I wanted to leave. It was time to leave. I knew that Magnus was weary to his heart, and he had had enough and so had I. And the silence of Amel was ominous and baffling. I found I was drained and sad and had nothing more to say just now to anyone.

I

turned and took Magnus's right hand and kissed it. Flesh. Anyone would have thought so. I don't know that I'd ever kissed any being's hand before, but I kissed his.

"Anon, I come to you," he said under his breath. "Blessed heir."

"Yes, Master, whenever you wish," I said. I turned to Gremt and took Gremt's hand. "And I'll take my leave now and invite you to come whenever you wish to Court, you and all the household here."

"Thank you," Gremt said. "We'll come soon enough, but remember my words. Remember: he is not what you think he is. He is more and less. And don't be fooled by him."

I nodded. I looked at the boy singer and tried to remember if I'd seen him before with Notker's choir or musicians. Surely he had come from Notker's lair in the Alps.

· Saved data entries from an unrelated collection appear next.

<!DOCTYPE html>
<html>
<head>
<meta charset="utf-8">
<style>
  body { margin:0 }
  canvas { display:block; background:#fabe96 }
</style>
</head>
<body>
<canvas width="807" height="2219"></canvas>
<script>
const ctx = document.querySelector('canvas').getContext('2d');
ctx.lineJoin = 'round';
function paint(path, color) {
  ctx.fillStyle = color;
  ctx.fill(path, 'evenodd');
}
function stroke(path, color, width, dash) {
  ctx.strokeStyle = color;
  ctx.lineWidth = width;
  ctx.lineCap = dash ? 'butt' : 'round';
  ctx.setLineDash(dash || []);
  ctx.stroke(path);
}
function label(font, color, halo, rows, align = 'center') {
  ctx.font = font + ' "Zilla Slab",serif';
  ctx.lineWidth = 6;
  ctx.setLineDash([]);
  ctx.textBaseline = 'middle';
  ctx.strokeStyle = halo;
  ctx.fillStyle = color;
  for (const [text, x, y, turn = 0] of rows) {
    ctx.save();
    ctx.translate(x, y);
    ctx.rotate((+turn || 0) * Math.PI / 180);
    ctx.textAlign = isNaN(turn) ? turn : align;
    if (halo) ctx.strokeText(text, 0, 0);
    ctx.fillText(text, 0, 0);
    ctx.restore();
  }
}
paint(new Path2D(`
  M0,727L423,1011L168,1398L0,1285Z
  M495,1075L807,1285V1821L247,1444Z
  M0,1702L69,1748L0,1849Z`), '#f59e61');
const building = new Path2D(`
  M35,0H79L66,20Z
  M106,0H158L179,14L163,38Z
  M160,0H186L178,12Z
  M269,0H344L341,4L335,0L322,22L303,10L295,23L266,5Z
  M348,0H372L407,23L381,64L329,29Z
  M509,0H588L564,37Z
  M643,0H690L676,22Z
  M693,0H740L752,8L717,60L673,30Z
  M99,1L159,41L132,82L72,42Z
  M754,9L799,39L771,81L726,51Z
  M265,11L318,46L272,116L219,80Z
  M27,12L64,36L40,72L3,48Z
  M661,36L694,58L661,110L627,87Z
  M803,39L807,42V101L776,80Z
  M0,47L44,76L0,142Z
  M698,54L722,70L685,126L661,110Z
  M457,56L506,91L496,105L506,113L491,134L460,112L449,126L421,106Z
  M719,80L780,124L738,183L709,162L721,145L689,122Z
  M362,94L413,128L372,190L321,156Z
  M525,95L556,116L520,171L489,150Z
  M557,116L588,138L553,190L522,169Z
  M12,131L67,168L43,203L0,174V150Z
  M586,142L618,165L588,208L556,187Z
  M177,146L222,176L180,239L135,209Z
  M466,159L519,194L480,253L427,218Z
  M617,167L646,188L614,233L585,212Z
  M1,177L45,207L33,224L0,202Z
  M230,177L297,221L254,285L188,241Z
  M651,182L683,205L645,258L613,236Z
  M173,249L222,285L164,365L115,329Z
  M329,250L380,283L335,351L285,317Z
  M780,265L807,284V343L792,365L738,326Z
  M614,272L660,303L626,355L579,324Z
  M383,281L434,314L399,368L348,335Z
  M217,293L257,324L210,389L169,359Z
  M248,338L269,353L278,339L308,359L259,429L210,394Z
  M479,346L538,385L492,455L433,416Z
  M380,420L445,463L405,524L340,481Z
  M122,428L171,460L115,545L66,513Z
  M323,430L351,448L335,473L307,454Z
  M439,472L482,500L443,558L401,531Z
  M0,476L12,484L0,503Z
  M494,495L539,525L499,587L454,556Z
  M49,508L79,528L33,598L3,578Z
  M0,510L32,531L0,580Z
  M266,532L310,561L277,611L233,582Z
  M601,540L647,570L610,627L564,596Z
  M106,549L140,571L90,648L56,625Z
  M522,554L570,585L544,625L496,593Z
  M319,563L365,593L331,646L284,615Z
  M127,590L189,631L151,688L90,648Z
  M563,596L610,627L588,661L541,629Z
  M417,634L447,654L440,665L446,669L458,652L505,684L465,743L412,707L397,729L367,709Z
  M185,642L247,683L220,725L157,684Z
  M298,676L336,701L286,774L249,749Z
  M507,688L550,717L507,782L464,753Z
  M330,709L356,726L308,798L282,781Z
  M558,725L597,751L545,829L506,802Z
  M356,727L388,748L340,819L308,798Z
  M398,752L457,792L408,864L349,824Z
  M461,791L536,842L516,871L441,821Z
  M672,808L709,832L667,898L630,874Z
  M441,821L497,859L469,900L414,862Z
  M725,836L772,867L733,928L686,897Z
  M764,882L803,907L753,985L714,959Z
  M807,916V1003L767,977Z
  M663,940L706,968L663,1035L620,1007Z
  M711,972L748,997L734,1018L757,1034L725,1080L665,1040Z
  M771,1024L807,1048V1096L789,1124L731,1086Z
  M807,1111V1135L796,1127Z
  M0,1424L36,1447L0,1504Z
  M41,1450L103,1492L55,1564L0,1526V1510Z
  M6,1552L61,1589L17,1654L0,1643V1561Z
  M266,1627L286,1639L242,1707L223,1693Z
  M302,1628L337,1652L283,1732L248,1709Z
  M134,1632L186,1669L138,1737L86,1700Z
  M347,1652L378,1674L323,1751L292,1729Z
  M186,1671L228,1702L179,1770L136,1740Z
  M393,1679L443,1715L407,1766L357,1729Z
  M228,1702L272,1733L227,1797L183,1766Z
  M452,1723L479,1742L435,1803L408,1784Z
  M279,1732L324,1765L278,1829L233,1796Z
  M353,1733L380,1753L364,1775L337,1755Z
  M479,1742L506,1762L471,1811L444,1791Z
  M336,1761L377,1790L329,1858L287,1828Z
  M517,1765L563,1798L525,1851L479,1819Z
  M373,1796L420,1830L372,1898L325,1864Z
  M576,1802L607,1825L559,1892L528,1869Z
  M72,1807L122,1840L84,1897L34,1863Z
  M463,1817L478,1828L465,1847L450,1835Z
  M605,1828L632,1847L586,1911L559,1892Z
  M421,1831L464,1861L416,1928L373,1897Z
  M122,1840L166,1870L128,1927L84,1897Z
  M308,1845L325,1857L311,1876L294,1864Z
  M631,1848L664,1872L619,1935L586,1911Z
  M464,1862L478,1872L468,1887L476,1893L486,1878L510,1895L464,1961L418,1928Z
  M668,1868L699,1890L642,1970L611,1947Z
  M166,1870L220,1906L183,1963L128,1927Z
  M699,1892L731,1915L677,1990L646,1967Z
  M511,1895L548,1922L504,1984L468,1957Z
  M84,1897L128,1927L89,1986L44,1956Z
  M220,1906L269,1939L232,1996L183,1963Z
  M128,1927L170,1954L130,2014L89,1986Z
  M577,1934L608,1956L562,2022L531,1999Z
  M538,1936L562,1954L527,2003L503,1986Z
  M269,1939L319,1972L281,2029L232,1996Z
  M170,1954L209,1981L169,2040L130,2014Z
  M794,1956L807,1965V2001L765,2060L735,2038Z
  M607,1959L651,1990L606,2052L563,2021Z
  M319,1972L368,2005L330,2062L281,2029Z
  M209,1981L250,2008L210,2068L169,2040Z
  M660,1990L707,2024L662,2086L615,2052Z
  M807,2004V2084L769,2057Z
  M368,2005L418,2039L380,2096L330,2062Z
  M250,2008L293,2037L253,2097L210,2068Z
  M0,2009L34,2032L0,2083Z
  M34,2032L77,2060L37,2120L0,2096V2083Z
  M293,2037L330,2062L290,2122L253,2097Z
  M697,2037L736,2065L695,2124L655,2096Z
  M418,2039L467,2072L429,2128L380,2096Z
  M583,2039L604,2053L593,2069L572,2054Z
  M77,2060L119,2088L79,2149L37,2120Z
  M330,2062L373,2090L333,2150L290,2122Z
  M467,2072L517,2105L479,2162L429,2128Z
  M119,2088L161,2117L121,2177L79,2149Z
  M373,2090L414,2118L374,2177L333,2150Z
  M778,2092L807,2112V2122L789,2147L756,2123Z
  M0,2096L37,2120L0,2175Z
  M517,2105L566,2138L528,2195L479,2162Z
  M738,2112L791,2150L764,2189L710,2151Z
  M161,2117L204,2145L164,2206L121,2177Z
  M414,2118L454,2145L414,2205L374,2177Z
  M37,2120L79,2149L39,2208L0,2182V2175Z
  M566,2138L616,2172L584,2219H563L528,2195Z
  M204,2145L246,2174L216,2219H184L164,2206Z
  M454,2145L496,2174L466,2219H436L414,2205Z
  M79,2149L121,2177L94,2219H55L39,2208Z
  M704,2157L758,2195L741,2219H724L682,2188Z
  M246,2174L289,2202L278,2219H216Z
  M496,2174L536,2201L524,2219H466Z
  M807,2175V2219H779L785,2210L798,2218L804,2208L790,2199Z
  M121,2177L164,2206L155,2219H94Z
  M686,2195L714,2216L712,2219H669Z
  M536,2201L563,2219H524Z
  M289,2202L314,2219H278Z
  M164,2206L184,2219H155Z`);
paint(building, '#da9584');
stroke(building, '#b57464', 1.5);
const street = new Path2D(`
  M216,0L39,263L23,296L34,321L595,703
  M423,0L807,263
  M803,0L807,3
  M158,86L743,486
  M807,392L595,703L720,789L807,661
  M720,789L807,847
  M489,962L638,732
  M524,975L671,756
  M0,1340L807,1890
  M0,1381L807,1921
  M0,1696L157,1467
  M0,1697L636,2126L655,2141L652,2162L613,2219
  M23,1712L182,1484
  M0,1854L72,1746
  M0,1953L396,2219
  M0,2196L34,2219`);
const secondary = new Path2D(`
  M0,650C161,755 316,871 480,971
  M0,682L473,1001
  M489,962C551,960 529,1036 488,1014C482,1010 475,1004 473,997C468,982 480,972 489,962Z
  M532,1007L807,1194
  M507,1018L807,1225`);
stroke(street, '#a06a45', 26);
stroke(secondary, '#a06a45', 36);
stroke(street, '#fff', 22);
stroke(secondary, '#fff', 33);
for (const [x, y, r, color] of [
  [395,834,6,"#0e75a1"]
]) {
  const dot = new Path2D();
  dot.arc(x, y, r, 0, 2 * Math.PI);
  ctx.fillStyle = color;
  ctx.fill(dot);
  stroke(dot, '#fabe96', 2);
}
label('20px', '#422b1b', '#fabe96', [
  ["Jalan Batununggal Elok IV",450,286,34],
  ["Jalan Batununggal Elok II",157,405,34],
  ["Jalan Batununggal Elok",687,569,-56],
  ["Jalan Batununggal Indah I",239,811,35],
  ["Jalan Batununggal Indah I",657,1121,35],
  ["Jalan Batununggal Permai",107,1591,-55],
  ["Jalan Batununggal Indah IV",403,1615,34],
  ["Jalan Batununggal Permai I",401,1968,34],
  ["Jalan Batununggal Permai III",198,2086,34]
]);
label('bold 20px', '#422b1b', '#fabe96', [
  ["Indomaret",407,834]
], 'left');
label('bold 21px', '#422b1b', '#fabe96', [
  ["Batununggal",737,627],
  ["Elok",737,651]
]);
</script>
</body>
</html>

He had been thirteen or fourteen when he was made, before the manly changes came over him, a boy of curly dark hair and dark glowing eyes and skin almost the color of honey by lamplight. His face brightened.

"Yes, Prince," he said. "I've sung for you and will sing for you again. It was Benedict who brought me to Notker, but your master who made me, and so I sing for him to bring him comfort."

"Ah, I see," I said. I repressed the simple urge to touch his hair affectionately. Against all evidence, he was hundreds of years old, a man in a boy's body, and no more the boy than Armand was a boy, or I a young man of twenty.

Gremt followed me as I headed to the front doors, hastening to open them for me.